By grafting two varieties, the Eckes had turned the leggy wild poinsettia into the more compact plant we know today. However, Paul Jnr was determined to go further, and make poinsettias an obligatory part of the American Christmas experience.
He appeared on The Tonight Show and the Bob Hope Christmas Specials to promote his plants and ensure they were part of the sets. This piece of modern marketing paid off: poinsettias today are as much a part of the holiday season as evergreens and carols.

I’ve never been able to keep a poinsettia alive, so is this because I am an incompetent when it comes to looking after houseplants, or do they feel the hate vibes and keel over in response?
Leigh Hunt, principal horticultural advisor for the Royal Horticultural Society, was surprisingly sympathetic when I put this to him. “It’s a very common phenomenon – you get your poinsettia, it looks OK, you put it on the dining table on Christmas Eve and by Boxing Day it only has one bract left.
“Poinsettias need a minimum temperature of 13-15C. In most modern homes, that’s not going to be a huge problem in winter – so it’s probable that the plant has been shocked before it arrives in your house.
“If you’d bought the plant direct from the nursery where it had been grown in the right conditions, it would probably be all right. But what’s more likely is that it has been loaded on to Dutch trolleys and left standing outside the florist or in the garden centre in the cold. If it has been shocked before you get it, then trying to keep it looking good is going to be an uphill struggle.”
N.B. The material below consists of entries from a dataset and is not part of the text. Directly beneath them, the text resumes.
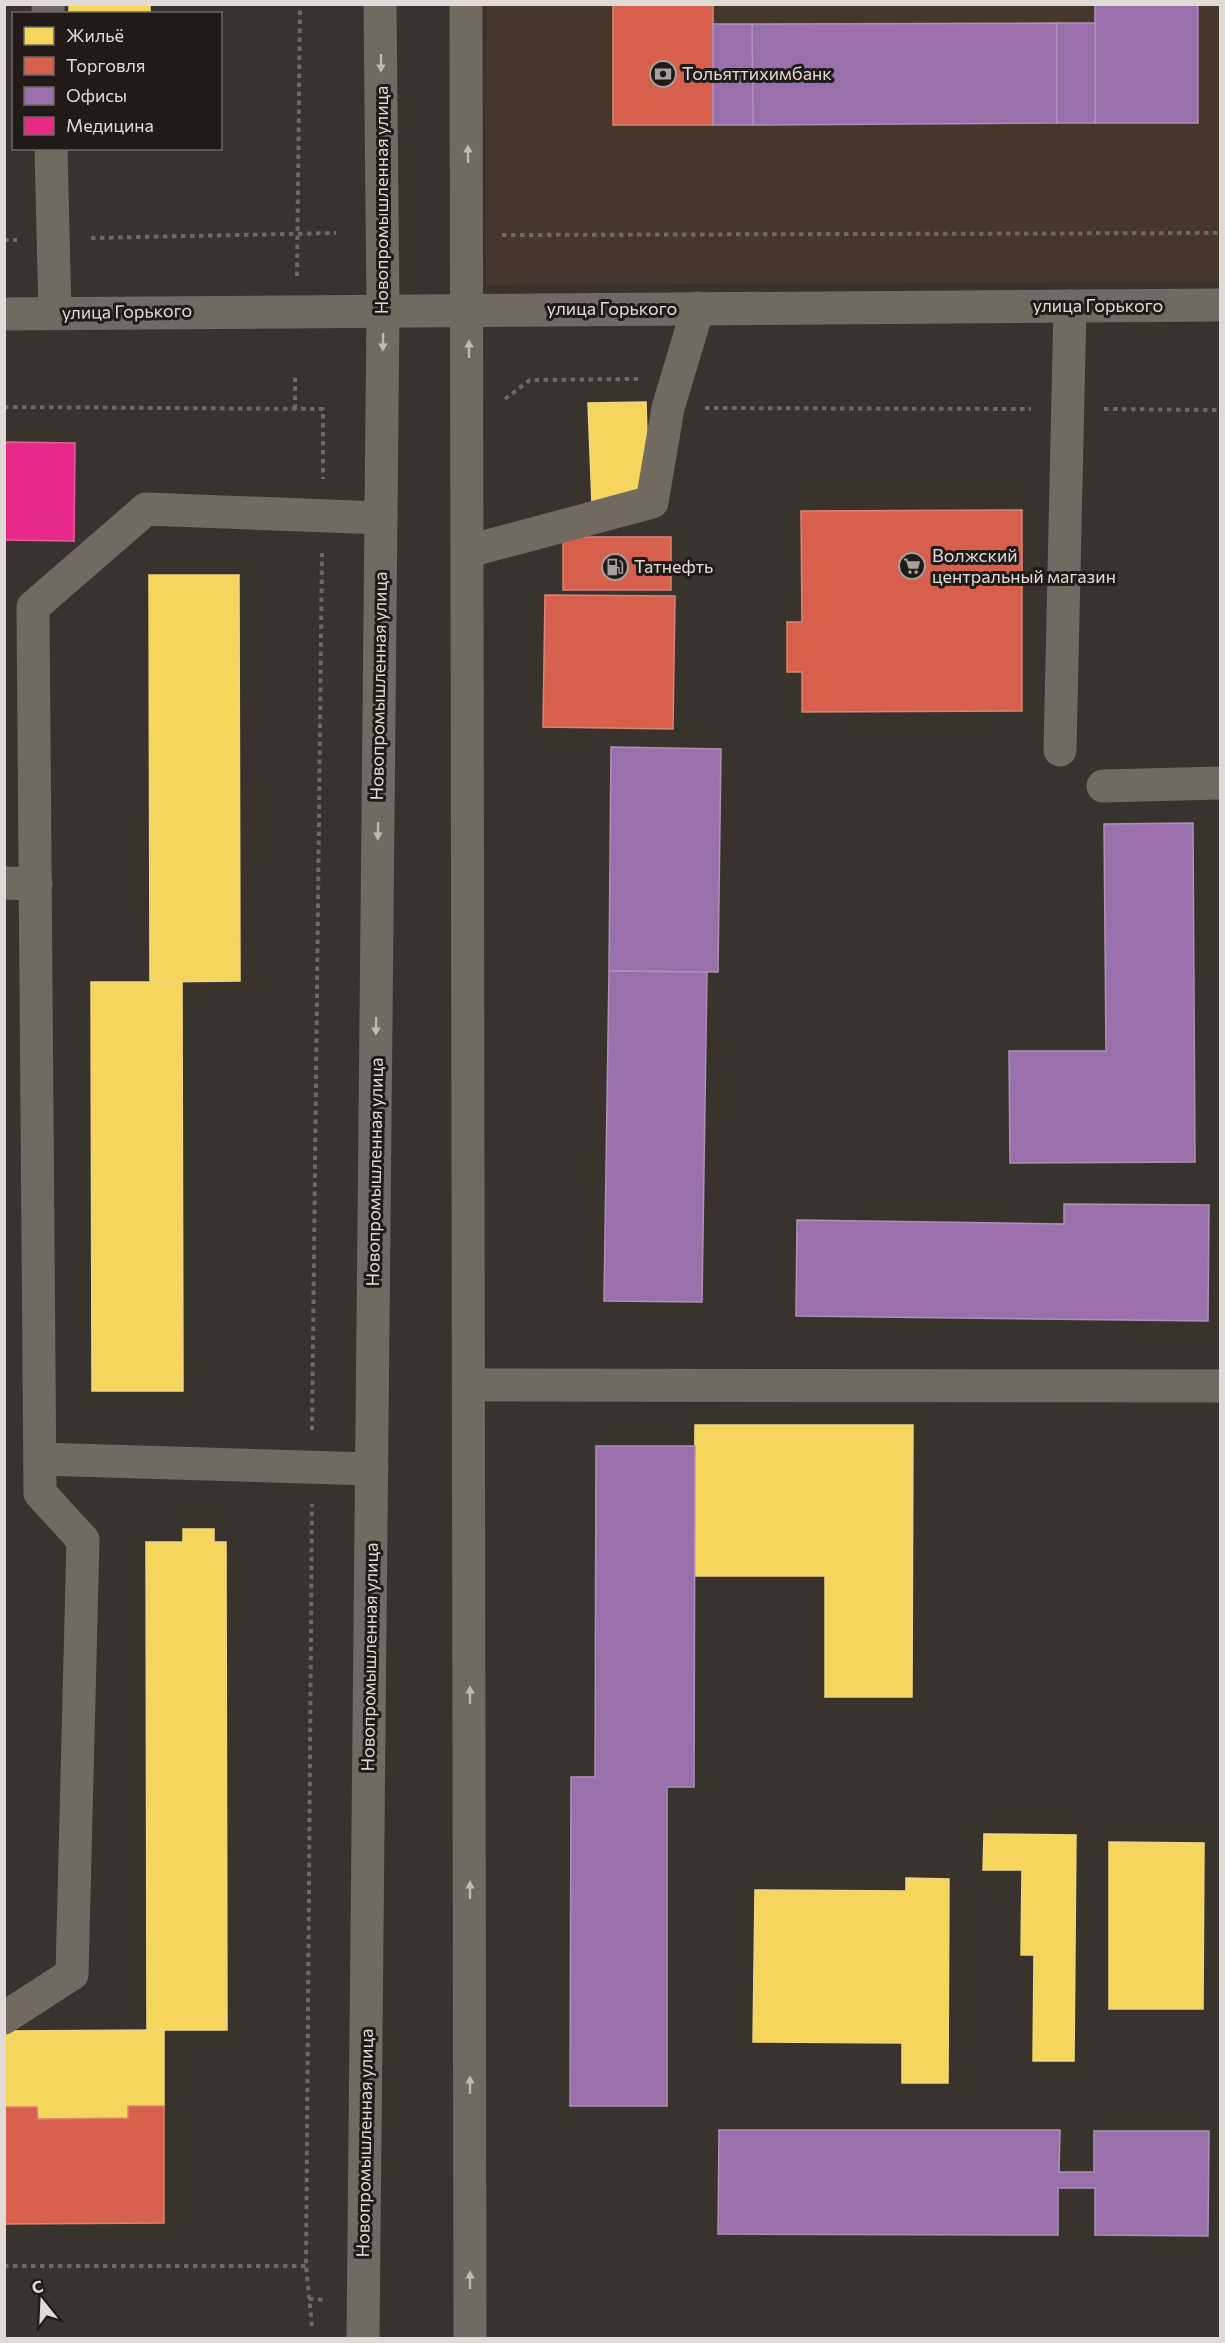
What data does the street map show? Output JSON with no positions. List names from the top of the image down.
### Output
{
  "streets": {
    "main road": ["Новопромышленная улица", "улица Горького"]
  },
  "crossings": [
    ["Новопромышленная улица", "улица Горького"]
  ],
  "places": {
    "bank": ["Тольяттихимбанк"],
    "supermarket": ["Волжский центральный магазин"],
    "fuel station": ["Татнефть"]
  },
  "legend": [
    "Жильё",
    "Торговля",
    "Офисы",
    "Медицина"
  ],
  "north": "top"
}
As a member of the Euphorbia family, poinsettia is related to some of the toughest, most adaptable plants on the planet. “Euphorbia is a highly successful and diverse group,” says Leigh, “and has adapted to all sorts of conditions. At one end of the scale there are euphorbias that look like cacti, while at the other are the cultivars that can be found in UK gardens, such as Euphorbia characias subsp wulfenii, with bright green leaves in spring.”
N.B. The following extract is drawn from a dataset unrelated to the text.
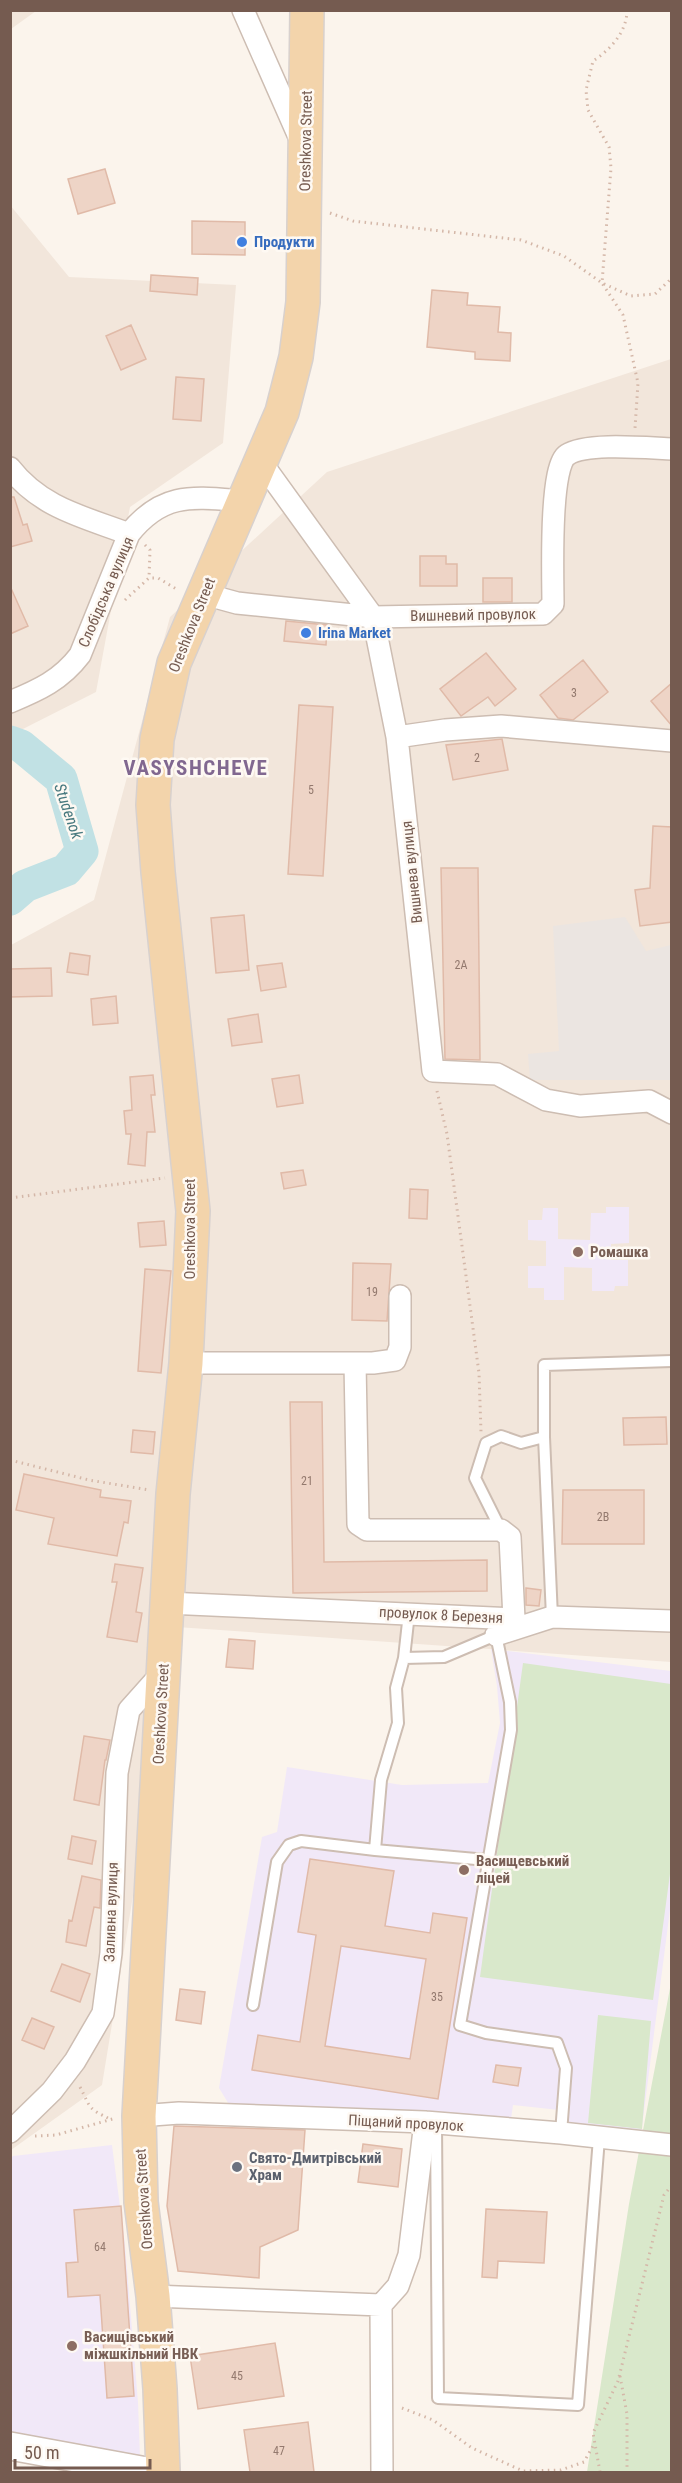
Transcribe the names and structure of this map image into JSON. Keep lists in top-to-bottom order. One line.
{"streets":{"main road":["Oreshkova Street"],"street":["Слобідська вулиця","Вишневий провулок","Вишнева вулиця","провулок 8 Березня","Заливна вулиця","Піщаний провулок"]},"crossings":[["Oreshkova Street","Слобідська вулиця"],["Oreshkova Street","Вишневий провулок"],["Oreshkova Street","Вишнева вулиця"],["Oreshkova Street","провулок 8 Березня"],["Oreshkova Street","Заливна вулиця"],["Oreshkova Street","Піщаний провулок"],["Вишневий провулок","Вишнева вулиця"]],"districts":["VASYSHCHEVE"],"water":["Studenok"],"places":["Продукти","Irina Market","Ромашка","Васищевський ліцей","Свято-Дмитрівський Храм","Васищівський міжшкільний НВК"],"house_numbers":["3","2","5","2А","19","21","2В","35","64","45","47"],"scale_bar":"50 m"}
What look like big red flowers are actually bracts – modified leaves – while the flowers themselves are quite insignificant. Bracts, says Leigh Hunt, provide an economical way of advertising nectar over a long period of time. Red is often an indication that a plant is pollinated by birds, and because birds don’t have a strong sense of smell, these plants – including poinsettia – are usually odourless.
If you want to grow poinsettia, says Leigh, there are a few basics to remember.
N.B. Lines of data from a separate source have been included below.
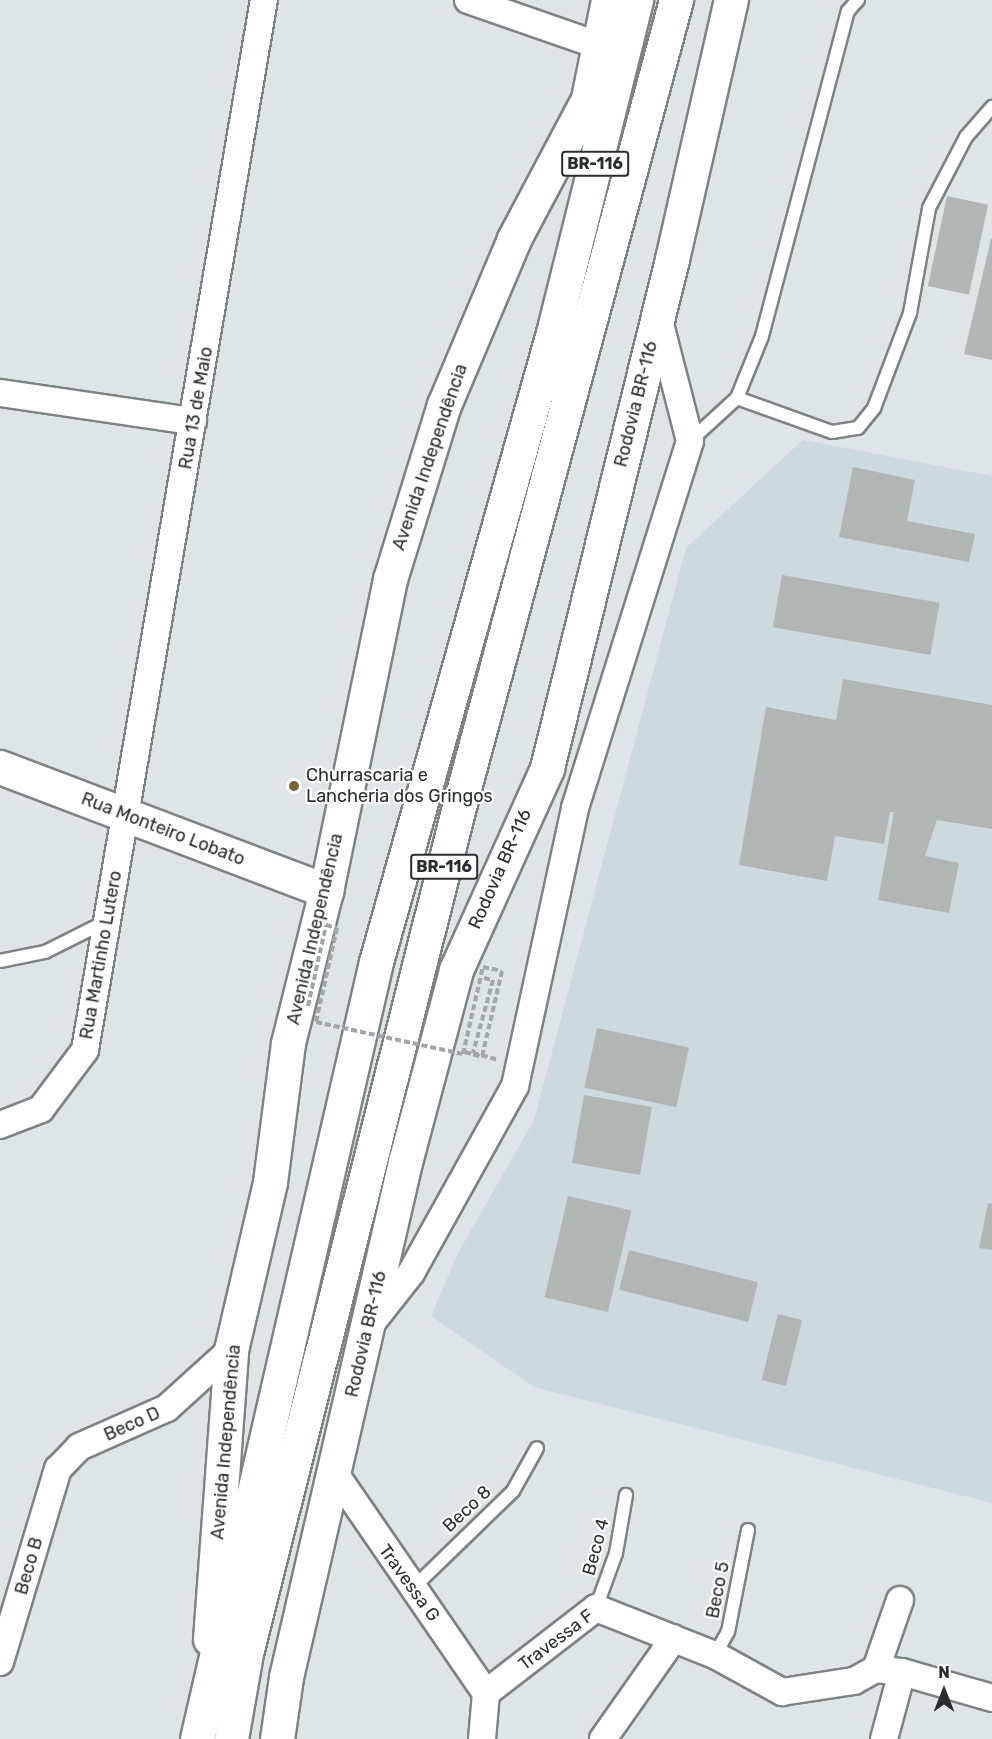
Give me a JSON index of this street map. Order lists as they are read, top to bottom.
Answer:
{
  "streets": {
    "main road": [
      "BR-116",
      "Rodovia BR-116",
      "Avenida Independência",
      "Rua Monteiro Lobato"
    ],
    "street": [
      "Rua 13 de Maio",
      "Rua Martinho Lutero",
      "Beco D",
      "Beco B",
      "Travessa G",
      "Travessa F"
    ],
    "lane": ["Beco 8", "Beco 4", "Beco 5"]
  },
  "crossings": [
    ["BR-116", "Avenida Independência"],
    ["Rodovia BR-116", "Travessa G"],
    ["Rua 13 de Maio", "Rua Monteiro Lobato"],
    ["Rua 13 de Maio", "Rua Martinho Lutero"],
    ["Avenida Independência", "Rua Monteiro Lobato"],
    ["Avenida Independência", "Beco D"],
    ["Rua Monteiro Lobato", "Rua Martinho Lutero"],
    ["Beco D", "Beco B"],
    ["Beco 8", "Travessa G"],
    ["Beco 4", "Travessa F"],
    ["Travessa G", "Travessa F"],
    ["Beco 5", "Travessa F"]
  ],
  "places": ["Churrascaria e Lancheria dos Gringos"],
  "north": "top"
}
Choose a position that gives good light, but not too much direct sun.

Choose a room that is consistently warm, and in which the temperature does not drop below 13C. A hall or a porch, where the temperature drops at night, may not be suitable.
Keep the plant moist, but not soggy. The thumb test is always the best – push your thumb into the surface of the soil, and if it feels dry, water.
Some poinsettia fans keep their Christmas plants going from year to year, cutting them back hard in April, and repotting them. They can grow to be quite sizeable plants, but the key thing, says Leigh, is to keep them out of artificial light as much as possible in autumn, so that they follow the natural pattern of shorter winter days. Otherwise, any new bracts will revert to plain green.